Thanks everyone.... I will see how a few of these options look and work for us.


----------



## SilverTouch (Jul 22, 2009)

Jay123 said:


> Here's a few shots of some crown dropped down for rope lighting...sorry the last one is without the lights, but as you can see the top of the crown is only 2-3 inches from the ceiling for a nice lighting effect...



I was thinking about doing this in my home. what is the minimum i should come down from the ceiling to install the crown molding to give the right effect.

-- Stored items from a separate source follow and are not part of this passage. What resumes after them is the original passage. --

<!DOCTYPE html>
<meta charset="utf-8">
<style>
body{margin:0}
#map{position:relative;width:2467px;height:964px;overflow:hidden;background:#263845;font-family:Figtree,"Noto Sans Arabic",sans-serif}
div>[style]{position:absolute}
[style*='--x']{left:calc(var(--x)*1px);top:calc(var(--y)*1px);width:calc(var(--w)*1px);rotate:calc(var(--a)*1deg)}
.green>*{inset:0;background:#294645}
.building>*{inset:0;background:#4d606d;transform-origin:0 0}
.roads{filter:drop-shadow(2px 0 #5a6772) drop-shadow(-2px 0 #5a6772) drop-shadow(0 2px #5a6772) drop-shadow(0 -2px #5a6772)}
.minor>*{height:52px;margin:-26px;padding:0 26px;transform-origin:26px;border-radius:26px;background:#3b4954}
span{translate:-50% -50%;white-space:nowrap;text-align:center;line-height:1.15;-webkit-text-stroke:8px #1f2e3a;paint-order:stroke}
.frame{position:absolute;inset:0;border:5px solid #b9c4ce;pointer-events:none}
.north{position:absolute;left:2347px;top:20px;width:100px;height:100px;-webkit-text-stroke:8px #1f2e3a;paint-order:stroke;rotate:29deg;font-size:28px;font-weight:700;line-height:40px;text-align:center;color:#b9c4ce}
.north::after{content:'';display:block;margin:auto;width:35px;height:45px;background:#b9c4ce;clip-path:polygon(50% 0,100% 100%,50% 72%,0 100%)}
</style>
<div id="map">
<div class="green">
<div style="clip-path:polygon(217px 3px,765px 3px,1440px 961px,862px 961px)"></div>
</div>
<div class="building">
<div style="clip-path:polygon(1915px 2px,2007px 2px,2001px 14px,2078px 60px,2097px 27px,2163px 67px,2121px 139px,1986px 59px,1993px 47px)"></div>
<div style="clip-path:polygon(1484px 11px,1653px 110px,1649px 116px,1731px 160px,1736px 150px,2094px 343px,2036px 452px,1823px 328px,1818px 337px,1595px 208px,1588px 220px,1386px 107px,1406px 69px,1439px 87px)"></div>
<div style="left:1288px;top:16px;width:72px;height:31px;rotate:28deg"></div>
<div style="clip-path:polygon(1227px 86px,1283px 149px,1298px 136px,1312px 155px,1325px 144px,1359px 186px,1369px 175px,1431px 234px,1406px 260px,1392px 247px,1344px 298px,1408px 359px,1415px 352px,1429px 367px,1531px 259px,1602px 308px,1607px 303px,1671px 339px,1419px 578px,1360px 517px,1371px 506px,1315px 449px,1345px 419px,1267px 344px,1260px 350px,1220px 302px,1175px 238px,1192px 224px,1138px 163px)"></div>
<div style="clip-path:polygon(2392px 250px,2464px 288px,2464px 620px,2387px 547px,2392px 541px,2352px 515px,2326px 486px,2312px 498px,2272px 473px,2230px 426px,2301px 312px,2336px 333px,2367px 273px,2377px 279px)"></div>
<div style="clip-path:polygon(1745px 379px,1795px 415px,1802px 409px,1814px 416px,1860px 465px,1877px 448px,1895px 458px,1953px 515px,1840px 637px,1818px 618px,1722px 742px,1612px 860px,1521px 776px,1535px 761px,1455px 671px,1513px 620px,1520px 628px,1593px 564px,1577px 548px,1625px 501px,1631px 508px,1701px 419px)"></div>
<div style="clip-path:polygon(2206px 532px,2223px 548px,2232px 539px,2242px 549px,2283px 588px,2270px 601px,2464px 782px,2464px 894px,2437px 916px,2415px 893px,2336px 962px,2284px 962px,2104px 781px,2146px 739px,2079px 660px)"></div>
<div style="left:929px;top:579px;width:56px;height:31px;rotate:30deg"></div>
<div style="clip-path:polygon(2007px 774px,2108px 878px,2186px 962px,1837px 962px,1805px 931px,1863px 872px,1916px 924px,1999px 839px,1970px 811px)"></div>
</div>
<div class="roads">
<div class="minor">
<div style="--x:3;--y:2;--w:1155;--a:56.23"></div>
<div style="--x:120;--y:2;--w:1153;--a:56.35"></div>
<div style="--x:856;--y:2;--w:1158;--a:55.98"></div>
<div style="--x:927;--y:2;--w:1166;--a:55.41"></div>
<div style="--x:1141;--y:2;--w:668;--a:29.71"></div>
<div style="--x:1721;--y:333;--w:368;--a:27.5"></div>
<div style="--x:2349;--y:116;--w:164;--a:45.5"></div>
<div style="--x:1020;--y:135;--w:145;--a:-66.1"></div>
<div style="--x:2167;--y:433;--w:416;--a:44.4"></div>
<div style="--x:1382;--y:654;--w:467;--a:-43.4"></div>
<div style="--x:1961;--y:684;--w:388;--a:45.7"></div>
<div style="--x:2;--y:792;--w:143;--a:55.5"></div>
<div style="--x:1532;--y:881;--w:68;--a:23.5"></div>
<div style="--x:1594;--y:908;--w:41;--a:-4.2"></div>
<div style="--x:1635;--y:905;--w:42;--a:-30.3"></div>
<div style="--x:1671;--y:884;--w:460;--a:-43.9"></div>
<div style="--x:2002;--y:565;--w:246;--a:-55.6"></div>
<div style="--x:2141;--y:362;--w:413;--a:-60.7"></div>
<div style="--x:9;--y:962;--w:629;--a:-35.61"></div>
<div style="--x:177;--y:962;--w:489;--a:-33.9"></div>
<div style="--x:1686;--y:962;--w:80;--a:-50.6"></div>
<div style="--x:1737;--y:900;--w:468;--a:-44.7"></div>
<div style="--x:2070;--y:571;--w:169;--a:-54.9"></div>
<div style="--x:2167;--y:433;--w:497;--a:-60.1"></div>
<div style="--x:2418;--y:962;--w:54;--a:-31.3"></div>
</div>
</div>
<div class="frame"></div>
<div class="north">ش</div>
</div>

I don't have cathedral ceilings or anything, so i am going to have to go with the minimum here.

-thanks


----------



## Jay123 (May 7, 2008)

I've install the crown where the top of the crown is down 2 inches from the ceiling.


----------



## Scuba_Dave (Jan 16, 2009)

Keeping mind that LED lighting is directional, 30-60 degree light 
Rope lighting using normal minis will produce over all light in every direction
Rope light will produce heat, DO NOT coil it or light it up when it is coiled
If the LED in the rope light is pointing "the wrong way" then you will have less light coming out in the direction you want
I have 18' of LED rope light in my kitchen (to be remodeled) as a test
It is very noticeable the directional nature of the LED light
My rope light is fully exposed under the cabinets at present
The 18' length uses a total of 10w while on
Normal rope light will use around 3w per foot depending upon lights used

You can "line-up" the LEDs in the rope light to point in the direction you want
Provided they are all installed in the rope light pointing in the same direction


----------